··· EXTRACTED ENTRIES
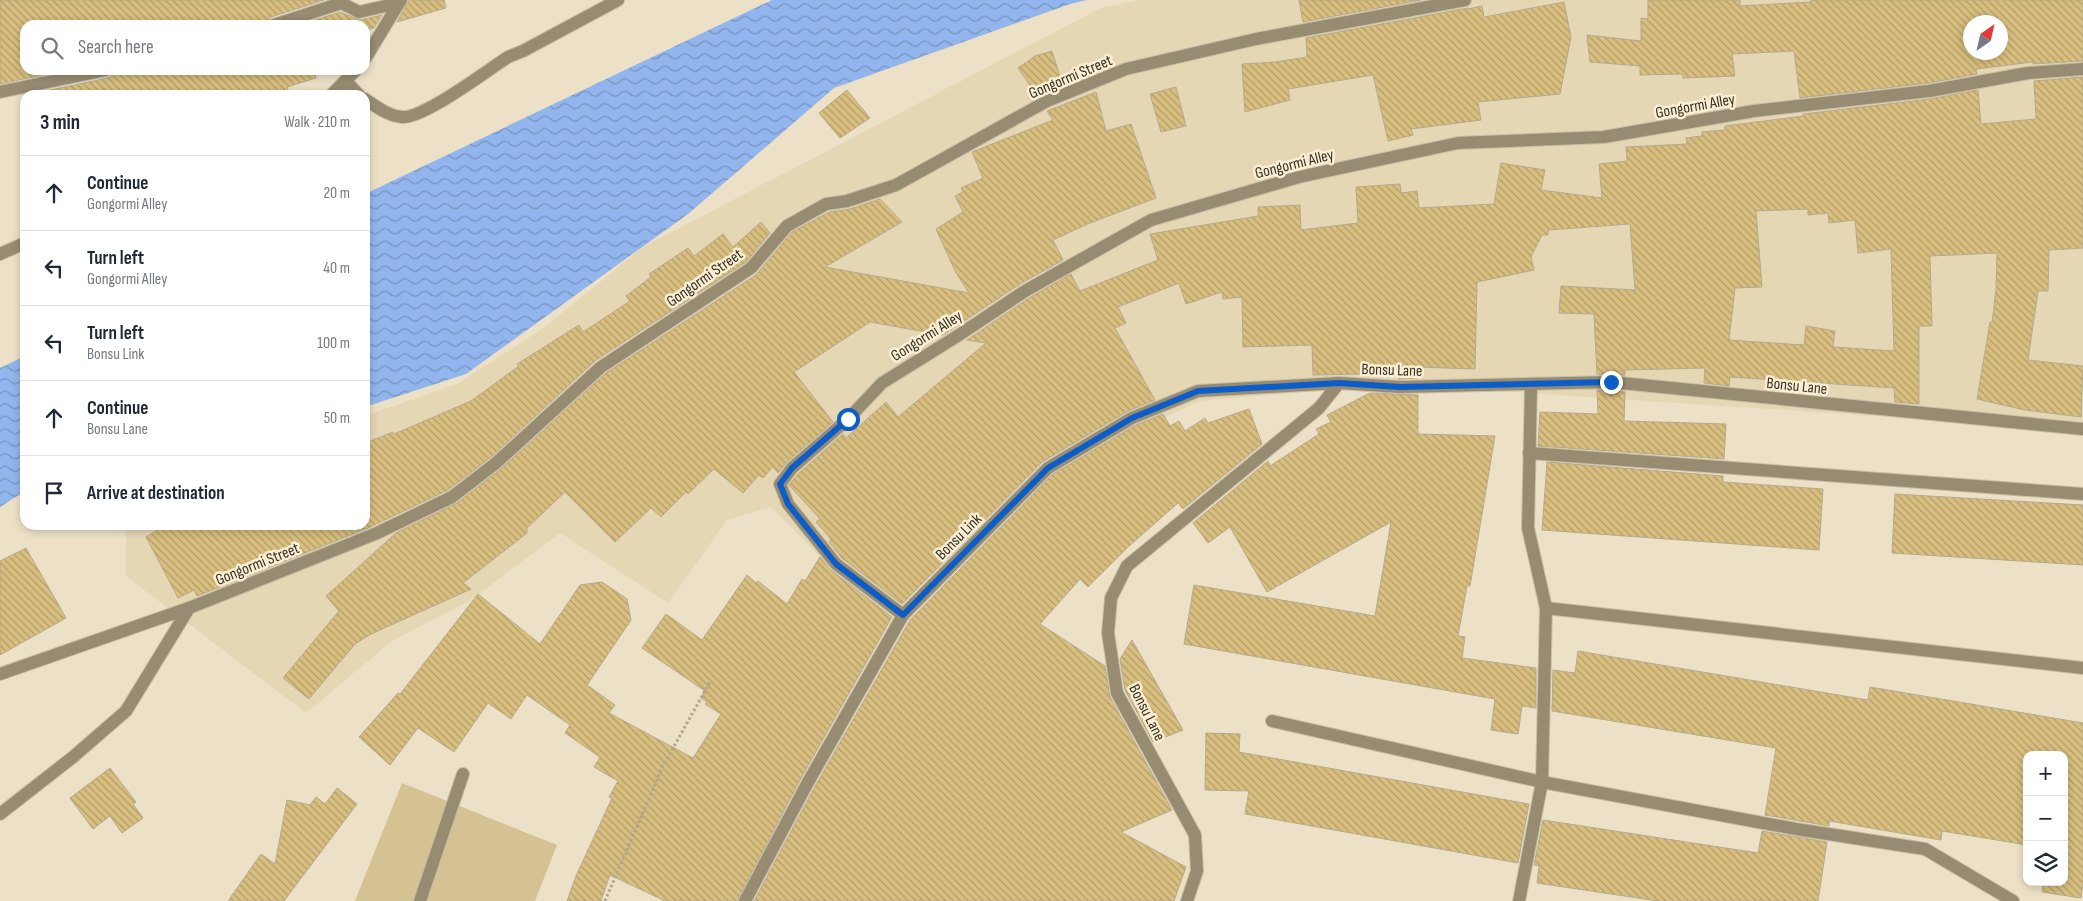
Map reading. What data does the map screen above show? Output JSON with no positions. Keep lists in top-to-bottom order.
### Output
{
  "streets": {
    "street": [
      "Gongormi Street",
      "Gongormi Alley",
      "Bonsu Lane",
      "Bonsu Link"
    ]
  },
  "crossings": [
    ["Gongormi Alley", "Bonsu Link"],
    ["Bonsu Lane", "Bonsu Link"]
  ],
  "north": "top right",
  "page": {
    "search": "Search here",
    "heading": ["3 min", "Walk · 210 m"],
    "list": [
      ["Continue", "Gongormi Alley", "20 m"],
      ["Turn left", "Gongormi Alley", "40 m"],
      ["Turn left", "Bonsu Link", "100 m"],
      ["Continue", "Bonsu Lane", "50 m"],
      "Arrive at destination"
    ],
    "map_buttons": ["+", "−"]
  }
}
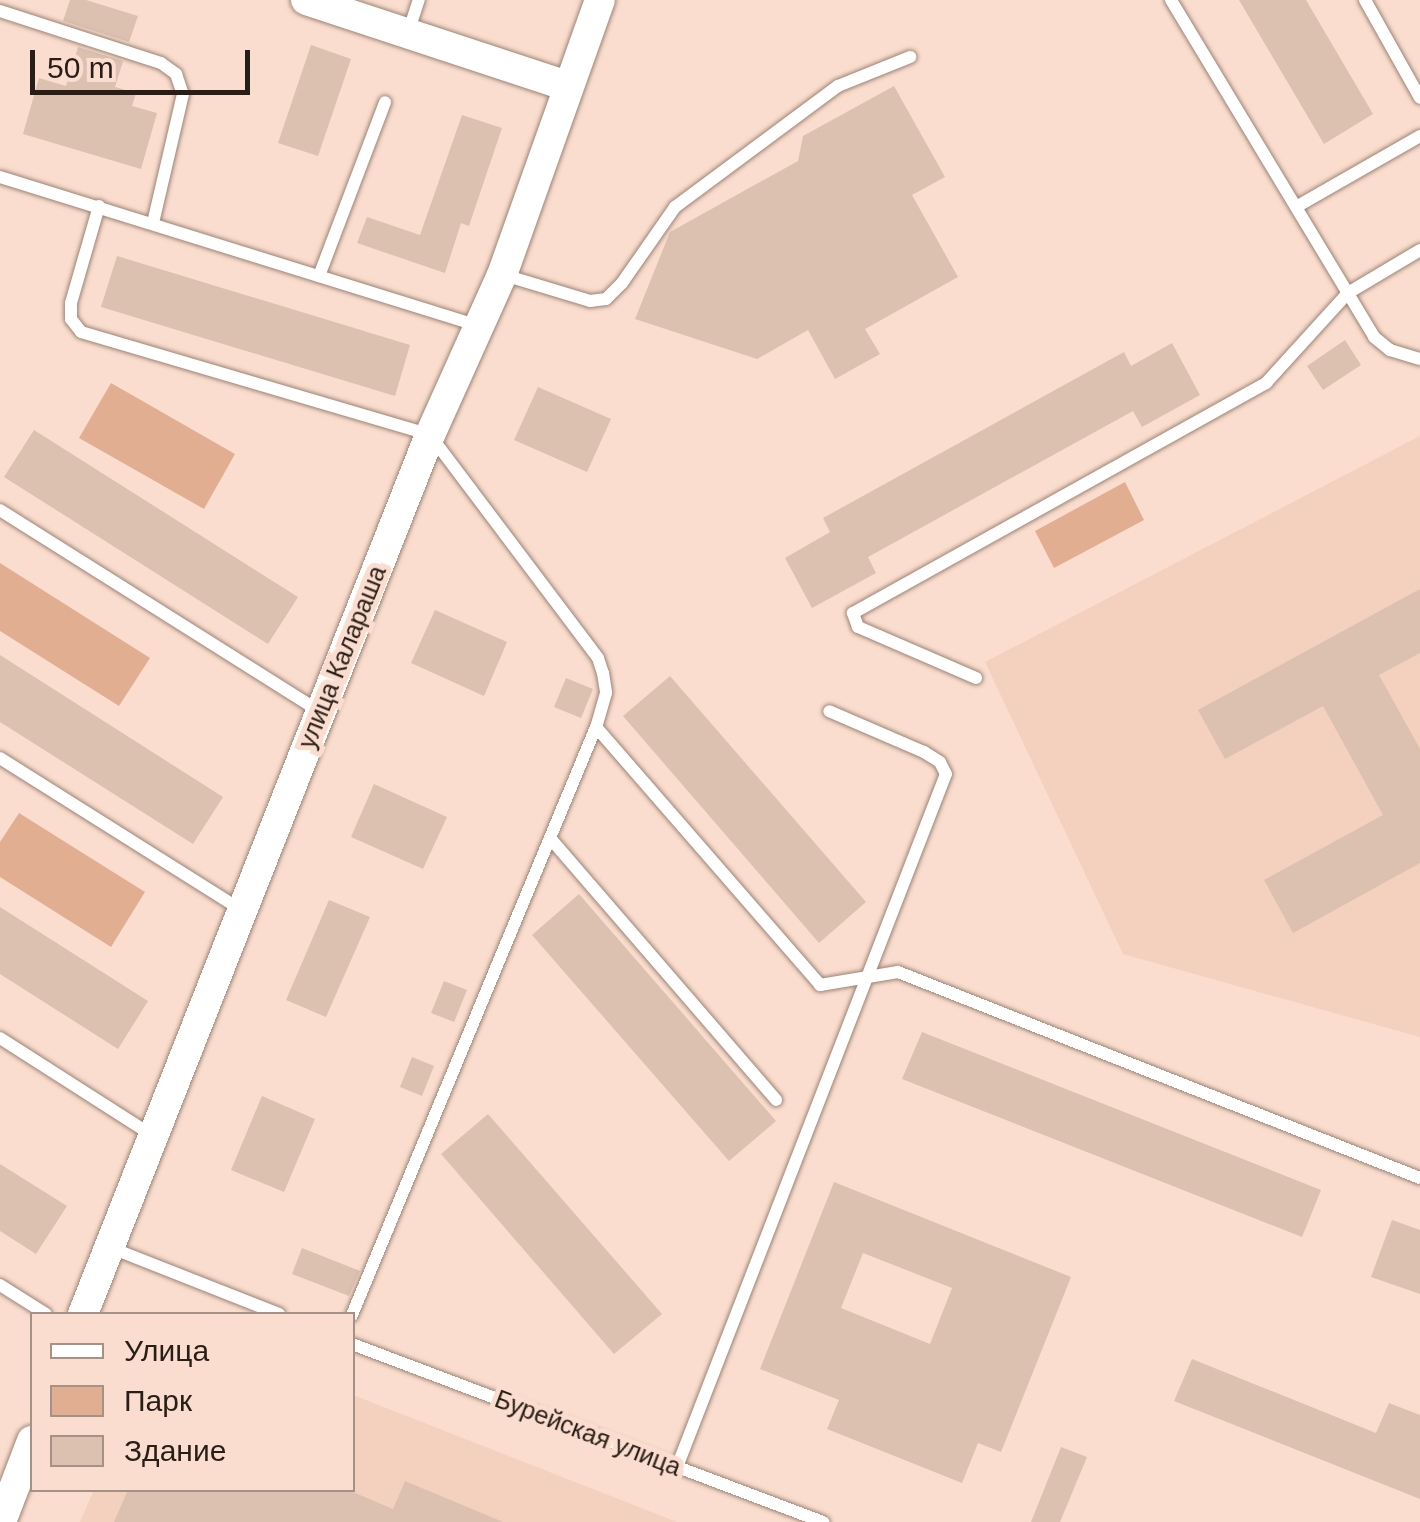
······
WHAT IS NEEDED: All of the records need to be reproduced exactly, with each picture omitted.

SOLUTION FOR THIS EXERCISE:
Map reading. What data does the map screen above show? Output JSON with no positions. Keep lists in top-to-bottom order.
### Output
{
  "streets": {
    "street": [
      "Gongormi Street",
      "Gongormi Alley",
      "Bonsu Lane",
      "Bonsu Link"
    ]
  },
  "crossings": [
    ["Gongormi Alley", "Bonsu Link"],
    ["Bonsu Lane", "Bonsu Link"]
  ],
  "north": "top right",
  "page": {
    "search": "Search here",
    "heading": ["3 min", "Walk · 210 m"],
    "list": [
      ["Continue", "Gongormi Alley", "20 m"],
      ["Turn left", "Gongormi Alley", "40 m"],
      ["Turn left", "Bonsu Link", "100 m"],
      ["Continue", "Bonsu Lane", "50 m"],
      "Arrive at destination"
    ],
    "map_buttons": ["+", "−"]
  }
}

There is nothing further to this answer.